## What is needed
Across the material below, say how many lines contain the string "lineCap", and add no other words.

## Information

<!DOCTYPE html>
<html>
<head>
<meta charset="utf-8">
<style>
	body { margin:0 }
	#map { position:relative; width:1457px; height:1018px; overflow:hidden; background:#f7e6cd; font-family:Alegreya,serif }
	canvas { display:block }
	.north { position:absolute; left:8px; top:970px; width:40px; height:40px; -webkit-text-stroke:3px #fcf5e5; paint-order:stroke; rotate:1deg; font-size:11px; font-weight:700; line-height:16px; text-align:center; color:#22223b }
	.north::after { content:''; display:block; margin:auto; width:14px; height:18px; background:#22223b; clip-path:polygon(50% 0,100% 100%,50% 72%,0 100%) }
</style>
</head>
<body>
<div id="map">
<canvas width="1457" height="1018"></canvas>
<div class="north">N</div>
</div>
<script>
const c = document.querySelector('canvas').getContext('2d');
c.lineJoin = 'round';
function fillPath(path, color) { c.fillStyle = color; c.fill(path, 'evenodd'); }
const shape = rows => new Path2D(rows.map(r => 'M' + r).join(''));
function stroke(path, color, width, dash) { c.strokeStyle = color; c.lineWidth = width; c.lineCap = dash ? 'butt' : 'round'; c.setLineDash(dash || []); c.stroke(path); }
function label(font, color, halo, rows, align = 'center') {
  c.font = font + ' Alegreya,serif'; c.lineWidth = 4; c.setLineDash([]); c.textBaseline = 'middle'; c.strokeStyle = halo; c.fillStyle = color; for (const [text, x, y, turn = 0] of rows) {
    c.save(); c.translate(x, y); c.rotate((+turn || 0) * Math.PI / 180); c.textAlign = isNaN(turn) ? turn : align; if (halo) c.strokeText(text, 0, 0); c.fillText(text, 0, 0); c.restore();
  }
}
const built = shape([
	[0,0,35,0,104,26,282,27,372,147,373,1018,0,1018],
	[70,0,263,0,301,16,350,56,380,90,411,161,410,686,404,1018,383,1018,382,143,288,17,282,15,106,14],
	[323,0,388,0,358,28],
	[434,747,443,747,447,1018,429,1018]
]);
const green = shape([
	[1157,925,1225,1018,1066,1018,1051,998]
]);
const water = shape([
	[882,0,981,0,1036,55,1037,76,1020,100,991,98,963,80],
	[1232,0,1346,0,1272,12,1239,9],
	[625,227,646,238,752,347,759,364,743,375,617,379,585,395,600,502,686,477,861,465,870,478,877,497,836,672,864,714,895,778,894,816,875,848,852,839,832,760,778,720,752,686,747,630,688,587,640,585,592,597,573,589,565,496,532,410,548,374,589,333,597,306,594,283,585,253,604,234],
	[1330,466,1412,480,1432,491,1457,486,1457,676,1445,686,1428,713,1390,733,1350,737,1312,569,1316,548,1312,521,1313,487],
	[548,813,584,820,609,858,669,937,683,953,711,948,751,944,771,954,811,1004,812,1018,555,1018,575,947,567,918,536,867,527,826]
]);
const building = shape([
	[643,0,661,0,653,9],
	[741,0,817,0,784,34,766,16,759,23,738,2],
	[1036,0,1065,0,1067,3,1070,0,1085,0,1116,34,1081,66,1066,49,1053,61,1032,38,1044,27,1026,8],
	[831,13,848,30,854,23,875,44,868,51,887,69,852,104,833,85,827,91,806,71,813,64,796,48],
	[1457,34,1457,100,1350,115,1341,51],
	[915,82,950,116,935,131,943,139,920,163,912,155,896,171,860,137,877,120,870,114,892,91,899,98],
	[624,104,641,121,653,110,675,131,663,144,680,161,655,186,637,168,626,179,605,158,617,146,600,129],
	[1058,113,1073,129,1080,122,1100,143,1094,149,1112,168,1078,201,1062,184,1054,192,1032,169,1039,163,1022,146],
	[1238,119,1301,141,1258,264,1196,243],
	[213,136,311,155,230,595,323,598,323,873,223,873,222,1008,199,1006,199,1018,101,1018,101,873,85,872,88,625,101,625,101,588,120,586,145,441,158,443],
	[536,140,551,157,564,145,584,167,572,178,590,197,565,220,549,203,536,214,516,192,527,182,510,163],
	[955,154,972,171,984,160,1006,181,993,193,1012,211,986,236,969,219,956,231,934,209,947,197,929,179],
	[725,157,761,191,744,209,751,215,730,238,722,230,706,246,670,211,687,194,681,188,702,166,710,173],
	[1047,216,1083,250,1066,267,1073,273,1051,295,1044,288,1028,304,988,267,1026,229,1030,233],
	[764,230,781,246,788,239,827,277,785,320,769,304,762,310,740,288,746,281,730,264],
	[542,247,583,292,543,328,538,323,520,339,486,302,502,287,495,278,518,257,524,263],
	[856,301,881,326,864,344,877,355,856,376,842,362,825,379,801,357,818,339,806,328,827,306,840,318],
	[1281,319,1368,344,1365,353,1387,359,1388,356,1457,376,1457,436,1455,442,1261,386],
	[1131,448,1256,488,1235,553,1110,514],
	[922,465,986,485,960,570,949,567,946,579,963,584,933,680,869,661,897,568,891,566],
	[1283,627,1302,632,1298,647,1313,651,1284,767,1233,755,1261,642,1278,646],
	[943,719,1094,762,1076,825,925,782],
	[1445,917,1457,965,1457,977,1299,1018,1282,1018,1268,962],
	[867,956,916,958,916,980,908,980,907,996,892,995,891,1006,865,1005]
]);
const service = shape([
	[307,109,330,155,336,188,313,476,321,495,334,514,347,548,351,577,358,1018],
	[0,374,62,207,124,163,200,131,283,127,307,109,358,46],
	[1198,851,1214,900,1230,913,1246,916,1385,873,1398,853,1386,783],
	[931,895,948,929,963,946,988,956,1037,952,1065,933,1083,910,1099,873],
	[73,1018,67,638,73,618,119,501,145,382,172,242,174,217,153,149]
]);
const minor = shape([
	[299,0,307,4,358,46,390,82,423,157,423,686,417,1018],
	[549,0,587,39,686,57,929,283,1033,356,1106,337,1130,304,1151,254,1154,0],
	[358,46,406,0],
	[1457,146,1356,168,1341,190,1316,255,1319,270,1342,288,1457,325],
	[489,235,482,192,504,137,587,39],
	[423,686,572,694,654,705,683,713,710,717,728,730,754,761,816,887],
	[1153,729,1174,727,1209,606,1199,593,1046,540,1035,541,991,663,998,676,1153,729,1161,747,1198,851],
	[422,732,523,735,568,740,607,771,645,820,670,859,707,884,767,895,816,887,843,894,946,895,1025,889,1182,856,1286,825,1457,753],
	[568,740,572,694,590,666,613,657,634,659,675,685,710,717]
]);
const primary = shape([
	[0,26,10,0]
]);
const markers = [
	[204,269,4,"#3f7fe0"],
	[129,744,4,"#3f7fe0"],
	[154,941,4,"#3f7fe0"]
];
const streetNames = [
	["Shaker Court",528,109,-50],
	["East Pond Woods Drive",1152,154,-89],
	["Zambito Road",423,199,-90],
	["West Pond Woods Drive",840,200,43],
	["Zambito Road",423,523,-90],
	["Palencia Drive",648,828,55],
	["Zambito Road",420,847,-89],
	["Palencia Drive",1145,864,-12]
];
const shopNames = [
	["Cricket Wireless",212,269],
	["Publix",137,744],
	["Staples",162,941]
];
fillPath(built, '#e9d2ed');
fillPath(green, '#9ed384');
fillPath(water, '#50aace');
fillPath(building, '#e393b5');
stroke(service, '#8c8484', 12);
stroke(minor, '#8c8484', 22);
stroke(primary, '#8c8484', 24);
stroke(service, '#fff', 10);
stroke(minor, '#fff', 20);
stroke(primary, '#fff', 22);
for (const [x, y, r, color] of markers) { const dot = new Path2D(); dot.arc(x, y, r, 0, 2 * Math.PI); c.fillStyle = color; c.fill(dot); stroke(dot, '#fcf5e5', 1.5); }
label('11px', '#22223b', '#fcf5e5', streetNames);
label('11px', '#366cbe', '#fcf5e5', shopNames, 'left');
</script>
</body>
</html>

...

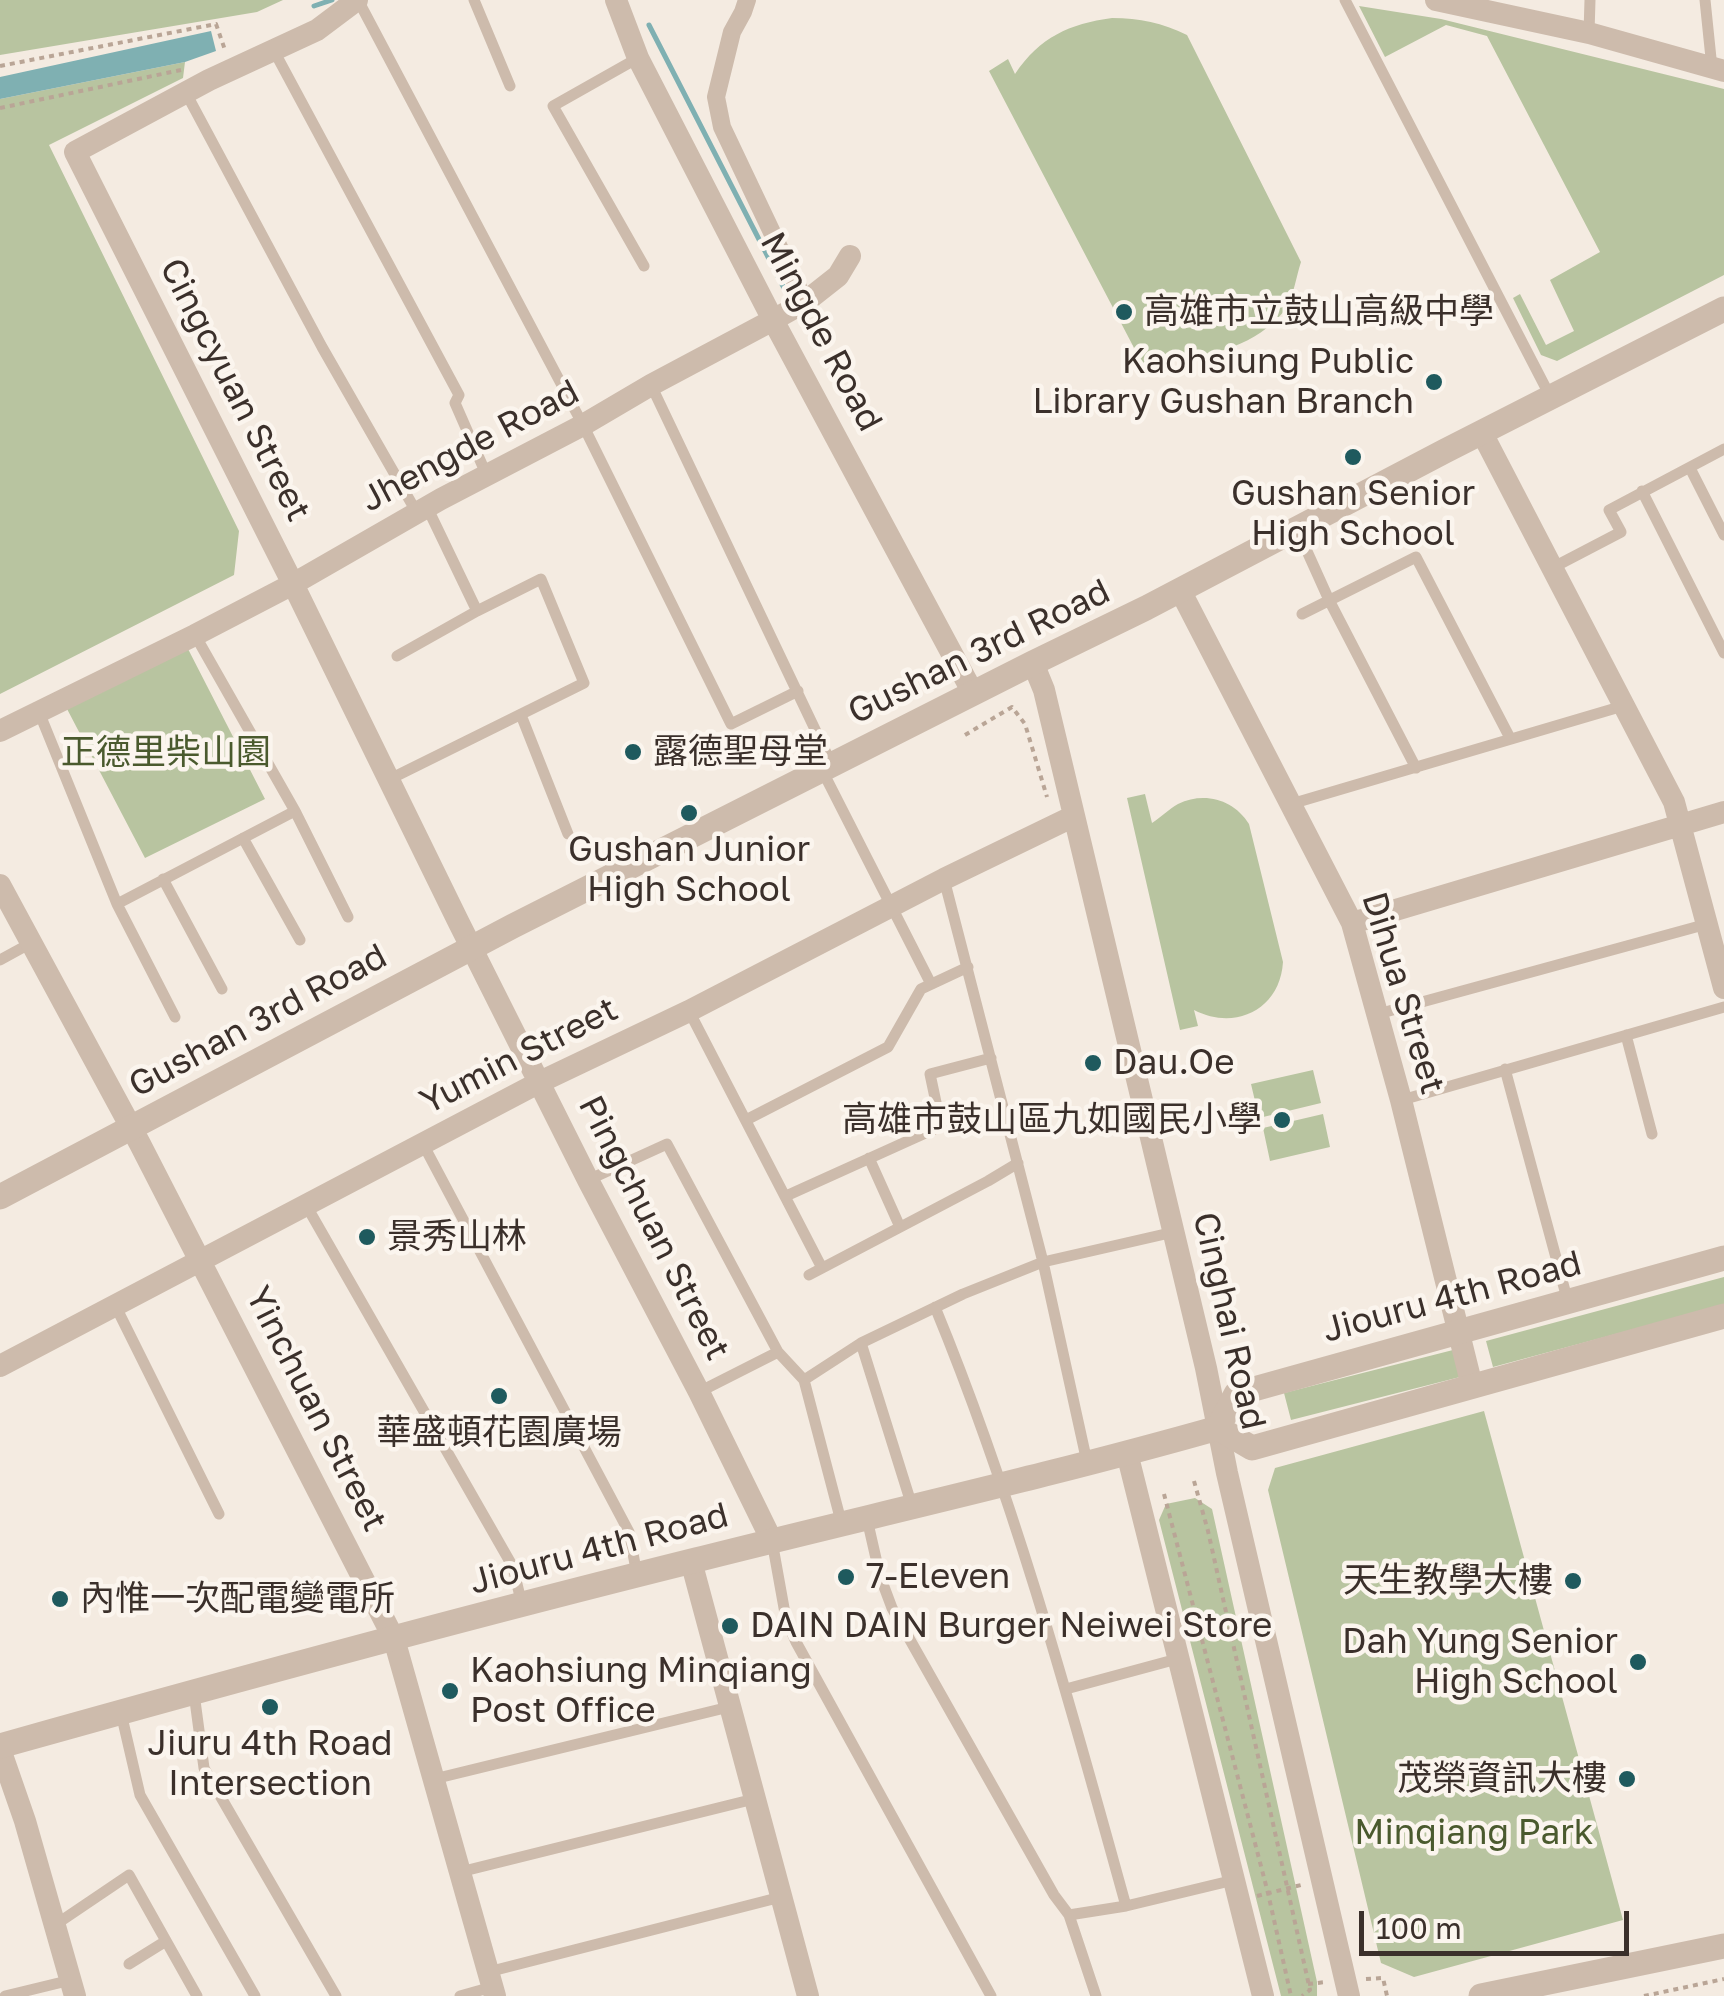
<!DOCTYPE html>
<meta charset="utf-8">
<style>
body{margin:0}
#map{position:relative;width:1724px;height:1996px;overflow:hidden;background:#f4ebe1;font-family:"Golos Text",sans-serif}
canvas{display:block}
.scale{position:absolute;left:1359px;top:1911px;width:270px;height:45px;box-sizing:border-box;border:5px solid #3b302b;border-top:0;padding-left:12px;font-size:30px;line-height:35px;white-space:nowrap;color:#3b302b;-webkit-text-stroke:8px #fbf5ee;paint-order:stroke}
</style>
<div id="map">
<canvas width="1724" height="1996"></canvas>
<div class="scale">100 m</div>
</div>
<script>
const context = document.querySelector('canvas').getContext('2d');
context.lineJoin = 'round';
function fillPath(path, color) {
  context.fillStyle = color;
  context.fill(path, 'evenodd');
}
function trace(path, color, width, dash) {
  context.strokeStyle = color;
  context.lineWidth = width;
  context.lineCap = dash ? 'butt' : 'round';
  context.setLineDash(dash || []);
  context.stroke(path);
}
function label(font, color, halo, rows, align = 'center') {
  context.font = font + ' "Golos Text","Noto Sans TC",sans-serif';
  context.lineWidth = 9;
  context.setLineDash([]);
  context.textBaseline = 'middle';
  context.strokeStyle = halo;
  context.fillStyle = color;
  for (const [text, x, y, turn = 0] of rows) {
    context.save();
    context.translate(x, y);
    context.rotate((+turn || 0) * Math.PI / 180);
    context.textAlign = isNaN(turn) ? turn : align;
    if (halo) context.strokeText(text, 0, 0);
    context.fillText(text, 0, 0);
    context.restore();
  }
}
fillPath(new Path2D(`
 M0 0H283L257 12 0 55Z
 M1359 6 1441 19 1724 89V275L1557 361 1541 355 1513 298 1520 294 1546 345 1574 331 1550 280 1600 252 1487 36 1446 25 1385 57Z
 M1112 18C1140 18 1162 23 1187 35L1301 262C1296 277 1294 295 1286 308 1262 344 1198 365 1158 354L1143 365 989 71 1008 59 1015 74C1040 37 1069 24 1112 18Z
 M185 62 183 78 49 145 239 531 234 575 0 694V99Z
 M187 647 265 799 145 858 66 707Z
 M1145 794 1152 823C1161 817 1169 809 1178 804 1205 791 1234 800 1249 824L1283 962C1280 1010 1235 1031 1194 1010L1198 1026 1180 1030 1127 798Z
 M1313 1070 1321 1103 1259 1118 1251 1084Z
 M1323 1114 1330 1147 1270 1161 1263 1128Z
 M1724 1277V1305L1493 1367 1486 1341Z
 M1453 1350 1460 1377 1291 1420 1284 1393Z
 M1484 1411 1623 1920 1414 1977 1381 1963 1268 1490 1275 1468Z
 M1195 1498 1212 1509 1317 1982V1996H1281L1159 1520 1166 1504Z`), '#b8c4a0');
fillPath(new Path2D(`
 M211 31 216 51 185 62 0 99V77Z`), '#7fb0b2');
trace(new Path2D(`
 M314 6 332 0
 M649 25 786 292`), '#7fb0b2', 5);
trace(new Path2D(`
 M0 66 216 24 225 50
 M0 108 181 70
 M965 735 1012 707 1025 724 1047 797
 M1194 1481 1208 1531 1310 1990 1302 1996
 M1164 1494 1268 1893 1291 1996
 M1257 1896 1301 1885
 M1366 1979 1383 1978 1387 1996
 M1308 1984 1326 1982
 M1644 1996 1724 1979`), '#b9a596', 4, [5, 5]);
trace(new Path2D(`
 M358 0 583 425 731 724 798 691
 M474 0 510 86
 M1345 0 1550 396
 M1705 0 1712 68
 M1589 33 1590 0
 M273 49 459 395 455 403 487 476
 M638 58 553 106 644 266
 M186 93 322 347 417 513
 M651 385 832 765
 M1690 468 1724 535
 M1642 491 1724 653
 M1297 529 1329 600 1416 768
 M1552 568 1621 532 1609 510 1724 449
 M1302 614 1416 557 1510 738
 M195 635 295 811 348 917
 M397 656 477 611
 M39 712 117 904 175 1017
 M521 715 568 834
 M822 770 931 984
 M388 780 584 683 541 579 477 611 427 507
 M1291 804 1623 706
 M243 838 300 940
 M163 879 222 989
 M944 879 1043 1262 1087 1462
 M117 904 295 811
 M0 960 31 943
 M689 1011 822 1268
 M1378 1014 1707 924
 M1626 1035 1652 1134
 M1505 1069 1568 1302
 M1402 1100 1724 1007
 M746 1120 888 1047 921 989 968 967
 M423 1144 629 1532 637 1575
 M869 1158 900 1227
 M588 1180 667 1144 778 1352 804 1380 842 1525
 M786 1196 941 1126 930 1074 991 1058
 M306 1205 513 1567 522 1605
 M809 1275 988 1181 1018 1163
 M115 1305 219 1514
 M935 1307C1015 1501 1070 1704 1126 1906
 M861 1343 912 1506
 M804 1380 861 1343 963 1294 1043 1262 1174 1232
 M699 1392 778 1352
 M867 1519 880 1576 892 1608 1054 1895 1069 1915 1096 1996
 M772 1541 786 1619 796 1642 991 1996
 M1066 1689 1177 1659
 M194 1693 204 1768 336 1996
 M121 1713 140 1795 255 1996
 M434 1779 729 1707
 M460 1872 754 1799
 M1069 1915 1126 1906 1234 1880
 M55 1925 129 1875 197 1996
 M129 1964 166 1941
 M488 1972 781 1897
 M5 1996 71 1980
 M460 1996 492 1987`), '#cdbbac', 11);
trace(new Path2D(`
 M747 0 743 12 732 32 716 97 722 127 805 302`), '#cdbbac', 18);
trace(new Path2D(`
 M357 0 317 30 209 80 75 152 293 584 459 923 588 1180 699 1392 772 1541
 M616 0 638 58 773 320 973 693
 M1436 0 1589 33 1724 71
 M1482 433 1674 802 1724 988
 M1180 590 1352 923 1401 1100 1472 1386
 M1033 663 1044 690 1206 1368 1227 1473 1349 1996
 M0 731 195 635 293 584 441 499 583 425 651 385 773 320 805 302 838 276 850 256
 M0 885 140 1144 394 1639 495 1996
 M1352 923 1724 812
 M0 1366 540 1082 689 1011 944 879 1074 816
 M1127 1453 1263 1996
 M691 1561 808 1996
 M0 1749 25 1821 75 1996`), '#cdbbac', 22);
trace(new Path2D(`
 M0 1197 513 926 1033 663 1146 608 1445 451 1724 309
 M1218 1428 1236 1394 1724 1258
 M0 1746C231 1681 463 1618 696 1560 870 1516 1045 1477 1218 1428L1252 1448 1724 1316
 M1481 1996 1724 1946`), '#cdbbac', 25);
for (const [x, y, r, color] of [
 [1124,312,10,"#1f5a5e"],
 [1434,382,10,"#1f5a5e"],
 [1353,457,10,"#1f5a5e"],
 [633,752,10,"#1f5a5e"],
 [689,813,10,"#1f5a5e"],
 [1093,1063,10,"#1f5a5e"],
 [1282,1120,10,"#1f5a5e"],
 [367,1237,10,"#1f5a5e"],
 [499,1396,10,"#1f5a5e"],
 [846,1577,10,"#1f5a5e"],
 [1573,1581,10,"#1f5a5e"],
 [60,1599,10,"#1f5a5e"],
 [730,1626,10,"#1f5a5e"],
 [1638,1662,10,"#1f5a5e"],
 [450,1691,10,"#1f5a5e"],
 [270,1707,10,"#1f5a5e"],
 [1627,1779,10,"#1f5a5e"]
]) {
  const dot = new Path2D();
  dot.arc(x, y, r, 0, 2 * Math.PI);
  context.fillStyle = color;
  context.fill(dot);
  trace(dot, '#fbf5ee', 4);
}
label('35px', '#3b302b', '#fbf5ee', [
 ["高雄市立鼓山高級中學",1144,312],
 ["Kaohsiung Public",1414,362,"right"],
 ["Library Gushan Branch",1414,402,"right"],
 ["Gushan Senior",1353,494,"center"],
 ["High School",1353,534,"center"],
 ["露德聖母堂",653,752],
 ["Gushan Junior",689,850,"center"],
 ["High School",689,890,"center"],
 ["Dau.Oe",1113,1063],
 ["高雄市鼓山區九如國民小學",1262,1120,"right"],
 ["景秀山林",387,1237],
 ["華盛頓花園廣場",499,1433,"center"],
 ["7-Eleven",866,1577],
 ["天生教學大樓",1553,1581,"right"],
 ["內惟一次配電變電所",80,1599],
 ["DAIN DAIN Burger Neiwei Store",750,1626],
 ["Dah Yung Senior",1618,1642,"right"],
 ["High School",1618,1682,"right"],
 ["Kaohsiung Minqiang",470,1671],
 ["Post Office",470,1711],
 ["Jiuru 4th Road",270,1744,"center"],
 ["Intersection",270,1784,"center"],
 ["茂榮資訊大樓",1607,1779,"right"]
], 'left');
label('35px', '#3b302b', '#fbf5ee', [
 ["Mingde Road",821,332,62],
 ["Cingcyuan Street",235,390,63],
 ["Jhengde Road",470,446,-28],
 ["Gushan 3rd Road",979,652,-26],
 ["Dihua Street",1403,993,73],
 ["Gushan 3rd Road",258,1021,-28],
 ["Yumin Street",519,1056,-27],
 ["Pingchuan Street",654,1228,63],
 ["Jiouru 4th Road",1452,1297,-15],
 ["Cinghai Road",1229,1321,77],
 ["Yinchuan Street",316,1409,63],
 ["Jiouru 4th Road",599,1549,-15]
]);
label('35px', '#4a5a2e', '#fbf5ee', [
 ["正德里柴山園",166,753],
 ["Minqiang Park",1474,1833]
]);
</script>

## Response below
2